3. Take notice of the warning signs: Before the Texas explosion there had been 23 deaths at the refinery, four since BP had taken over.

4. Listen and learn: Chief executive Tony Hayward wrote on BP’s internal website: ‘The top of the organisation doesn’t listen hard enough to what the bottom of the organisation is saying.”

5. It’s more than just compliance: The Baker report, commissioned in the aftermath of the accident, said that the main focus of BP’s safety audits was on satisfying legal requirements not on improving overall safety performance.

6. …and follow through: The same report claimed that BP repeatedly failed to “follow through” with improvements following the safety reviews.

Seven existential threats

Many of the seven over-arching risk areas highlighted by the Airmic/Cass report are virtually taboo because they touch on the behaviour, decisions, performance and perceptions of the senior echelons. They are:

1. Board skills and non-executive control: Risks arising from limitations on board skills and competence and on the ability of the NEDs effectively to monitor and, as necessary, control the executive arm of the company.
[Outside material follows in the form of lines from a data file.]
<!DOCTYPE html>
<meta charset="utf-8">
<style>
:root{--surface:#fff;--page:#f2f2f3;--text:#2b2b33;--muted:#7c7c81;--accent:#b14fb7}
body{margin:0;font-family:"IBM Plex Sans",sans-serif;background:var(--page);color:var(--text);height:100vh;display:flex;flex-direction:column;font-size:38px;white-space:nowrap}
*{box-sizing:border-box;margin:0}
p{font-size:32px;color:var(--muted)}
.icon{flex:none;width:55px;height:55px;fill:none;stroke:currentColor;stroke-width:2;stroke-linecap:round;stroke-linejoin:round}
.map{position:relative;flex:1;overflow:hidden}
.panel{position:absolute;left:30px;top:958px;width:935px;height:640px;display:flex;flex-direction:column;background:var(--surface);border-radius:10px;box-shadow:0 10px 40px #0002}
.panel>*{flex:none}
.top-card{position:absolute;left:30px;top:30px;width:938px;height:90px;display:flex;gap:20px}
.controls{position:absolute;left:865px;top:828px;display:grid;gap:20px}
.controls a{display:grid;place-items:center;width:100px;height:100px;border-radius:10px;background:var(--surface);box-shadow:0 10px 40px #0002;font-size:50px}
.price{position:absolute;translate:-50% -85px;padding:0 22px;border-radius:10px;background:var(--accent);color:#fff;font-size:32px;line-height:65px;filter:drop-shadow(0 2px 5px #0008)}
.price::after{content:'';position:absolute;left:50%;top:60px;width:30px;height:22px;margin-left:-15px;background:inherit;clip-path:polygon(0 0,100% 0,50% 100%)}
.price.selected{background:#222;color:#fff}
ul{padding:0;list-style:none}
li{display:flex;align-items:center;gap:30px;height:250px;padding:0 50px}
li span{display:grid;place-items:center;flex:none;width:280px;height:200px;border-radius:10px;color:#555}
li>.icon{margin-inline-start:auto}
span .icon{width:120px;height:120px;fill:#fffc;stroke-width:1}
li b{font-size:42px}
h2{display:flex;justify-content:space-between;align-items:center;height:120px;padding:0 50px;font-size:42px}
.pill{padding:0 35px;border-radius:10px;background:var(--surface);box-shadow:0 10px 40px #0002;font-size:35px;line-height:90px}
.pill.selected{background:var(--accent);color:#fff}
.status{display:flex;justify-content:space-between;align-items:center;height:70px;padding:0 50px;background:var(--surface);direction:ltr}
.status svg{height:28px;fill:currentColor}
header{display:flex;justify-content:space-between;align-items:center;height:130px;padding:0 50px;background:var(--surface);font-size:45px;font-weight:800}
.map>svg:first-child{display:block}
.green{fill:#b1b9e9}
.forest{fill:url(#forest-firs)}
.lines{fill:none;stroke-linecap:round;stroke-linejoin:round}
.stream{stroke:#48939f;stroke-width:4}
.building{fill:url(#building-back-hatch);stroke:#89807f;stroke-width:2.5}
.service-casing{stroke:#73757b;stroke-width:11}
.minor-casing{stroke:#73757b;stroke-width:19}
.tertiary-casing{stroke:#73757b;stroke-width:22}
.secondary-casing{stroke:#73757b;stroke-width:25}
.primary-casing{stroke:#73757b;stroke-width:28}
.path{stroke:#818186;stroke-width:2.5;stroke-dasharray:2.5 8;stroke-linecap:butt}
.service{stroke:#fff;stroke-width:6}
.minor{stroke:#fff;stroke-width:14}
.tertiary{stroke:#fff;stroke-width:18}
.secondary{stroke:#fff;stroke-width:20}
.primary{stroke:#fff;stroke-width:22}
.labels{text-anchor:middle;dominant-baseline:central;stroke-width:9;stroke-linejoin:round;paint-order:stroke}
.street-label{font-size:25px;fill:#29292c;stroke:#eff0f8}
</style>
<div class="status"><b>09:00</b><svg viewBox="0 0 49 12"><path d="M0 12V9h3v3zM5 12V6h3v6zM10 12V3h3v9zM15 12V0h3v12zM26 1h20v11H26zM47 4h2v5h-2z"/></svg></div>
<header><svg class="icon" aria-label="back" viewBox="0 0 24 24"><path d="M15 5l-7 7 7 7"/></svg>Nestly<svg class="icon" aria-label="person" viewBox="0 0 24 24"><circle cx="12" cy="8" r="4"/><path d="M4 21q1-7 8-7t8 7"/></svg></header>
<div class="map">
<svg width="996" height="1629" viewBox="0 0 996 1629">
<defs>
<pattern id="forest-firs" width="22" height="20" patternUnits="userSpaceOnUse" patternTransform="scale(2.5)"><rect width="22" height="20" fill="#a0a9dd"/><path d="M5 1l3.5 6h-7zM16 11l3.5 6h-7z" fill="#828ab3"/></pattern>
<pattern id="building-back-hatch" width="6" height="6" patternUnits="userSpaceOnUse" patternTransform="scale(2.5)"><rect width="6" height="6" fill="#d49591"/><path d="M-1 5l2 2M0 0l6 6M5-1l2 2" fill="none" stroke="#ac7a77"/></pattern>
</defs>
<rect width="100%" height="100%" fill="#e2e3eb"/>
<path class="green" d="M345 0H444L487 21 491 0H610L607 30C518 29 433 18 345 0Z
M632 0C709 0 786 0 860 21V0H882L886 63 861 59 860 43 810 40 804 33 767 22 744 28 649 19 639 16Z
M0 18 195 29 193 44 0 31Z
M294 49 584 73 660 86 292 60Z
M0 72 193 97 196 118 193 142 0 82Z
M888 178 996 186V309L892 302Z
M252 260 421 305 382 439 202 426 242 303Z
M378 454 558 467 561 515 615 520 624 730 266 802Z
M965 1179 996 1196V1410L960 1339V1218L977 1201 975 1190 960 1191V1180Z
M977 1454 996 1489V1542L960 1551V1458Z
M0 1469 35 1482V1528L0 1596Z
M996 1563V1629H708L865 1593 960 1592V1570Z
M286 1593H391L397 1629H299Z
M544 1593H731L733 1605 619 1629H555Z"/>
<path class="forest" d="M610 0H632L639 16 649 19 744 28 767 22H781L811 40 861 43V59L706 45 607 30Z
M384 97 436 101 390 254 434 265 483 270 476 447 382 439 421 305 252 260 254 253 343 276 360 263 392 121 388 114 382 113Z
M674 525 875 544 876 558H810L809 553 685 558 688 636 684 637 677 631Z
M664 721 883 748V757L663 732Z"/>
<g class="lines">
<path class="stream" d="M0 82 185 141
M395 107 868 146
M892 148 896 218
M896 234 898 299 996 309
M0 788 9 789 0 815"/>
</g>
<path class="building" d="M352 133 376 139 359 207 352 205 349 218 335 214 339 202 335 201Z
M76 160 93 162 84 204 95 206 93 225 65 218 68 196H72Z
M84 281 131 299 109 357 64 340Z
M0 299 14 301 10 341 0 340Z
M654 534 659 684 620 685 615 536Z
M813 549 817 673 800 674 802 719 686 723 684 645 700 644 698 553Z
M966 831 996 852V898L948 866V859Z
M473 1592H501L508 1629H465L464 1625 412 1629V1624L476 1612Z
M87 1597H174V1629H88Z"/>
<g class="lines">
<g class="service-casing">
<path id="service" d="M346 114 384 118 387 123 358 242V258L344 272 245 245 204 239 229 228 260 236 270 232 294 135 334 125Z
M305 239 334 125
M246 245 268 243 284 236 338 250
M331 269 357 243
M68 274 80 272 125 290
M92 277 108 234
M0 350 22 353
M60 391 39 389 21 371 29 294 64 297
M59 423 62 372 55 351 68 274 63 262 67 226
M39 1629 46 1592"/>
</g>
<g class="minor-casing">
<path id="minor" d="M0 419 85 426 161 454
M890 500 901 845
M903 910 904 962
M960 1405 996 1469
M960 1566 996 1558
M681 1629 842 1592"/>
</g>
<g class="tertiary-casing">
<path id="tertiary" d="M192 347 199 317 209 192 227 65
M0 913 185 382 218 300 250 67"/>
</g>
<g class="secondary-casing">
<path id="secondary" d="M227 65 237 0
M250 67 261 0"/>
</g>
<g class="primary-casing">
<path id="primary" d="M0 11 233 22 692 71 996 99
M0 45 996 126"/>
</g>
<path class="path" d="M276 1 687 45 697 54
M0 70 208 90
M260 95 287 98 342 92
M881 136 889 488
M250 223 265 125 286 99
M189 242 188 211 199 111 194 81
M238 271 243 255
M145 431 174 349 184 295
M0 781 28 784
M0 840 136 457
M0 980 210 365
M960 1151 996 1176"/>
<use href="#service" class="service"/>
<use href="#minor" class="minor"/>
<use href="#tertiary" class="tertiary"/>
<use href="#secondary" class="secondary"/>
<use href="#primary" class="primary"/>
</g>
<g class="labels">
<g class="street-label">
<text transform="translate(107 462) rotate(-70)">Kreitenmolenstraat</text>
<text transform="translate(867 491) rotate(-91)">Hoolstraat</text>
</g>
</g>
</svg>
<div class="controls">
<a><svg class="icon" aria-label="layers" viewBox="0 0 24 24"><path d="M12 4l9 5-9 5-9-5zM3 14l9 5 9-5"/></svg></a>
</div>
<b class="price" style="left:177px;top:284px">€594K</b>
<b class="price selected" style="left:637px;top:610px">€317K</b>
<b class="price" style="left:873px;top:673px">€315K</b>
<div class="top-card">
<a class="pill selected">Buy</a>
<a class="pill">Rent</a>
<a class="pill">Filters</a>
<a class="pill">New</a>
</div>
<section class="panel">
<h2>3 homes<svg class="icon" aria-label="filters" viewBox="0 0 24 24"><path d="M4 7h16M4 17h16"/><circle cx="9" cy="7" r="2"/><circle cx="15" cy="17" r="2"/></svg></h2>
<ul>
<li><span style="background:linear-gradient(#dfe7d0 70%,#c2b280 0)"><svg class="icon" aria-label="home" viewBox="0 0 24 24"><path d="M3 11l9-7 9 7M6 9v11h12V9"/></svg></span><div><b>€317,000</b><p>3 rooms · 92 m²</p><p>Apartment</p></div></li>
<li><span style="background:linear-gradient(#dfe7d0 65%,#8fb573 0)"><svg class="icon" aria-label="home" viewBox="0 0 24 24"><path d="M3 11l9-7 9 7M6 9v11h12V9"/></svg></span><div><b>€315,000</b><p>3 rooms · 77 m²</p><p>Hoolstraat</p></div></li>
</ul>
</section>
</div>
2. Board risk blindness: Risks from board failure to recognise and engage with risks inherent in the business, including risks to business model, reputation, and licence to operate, to the same degree that they engage with reward and opportunity.

3. Inadequate leadership on ethos and culture: Risks from a failure of board leadership and implementation on ethos and culture.

4. Defective internal communication: Risks from the defective flow of important information within the organisation, including up to board level.

5. Risks from organisational complexity and change: This includes risks following acquisitions.

6. Risks from incentives: This includes effects on behaviour that result from both explicit and implicit incentives.

7. Risk glass ceiling: Risks arising from the inability of risk management and internal audit teams to report to and discuss, with both the C-Suite (leaders such as the Chief Executive, Chief Operating Officer and Chief Financial Officer) and NEDs, the risks emanating from higher levels of their organisation's hierarchy, including risks from ethos, behaviour, strategy and perceptions.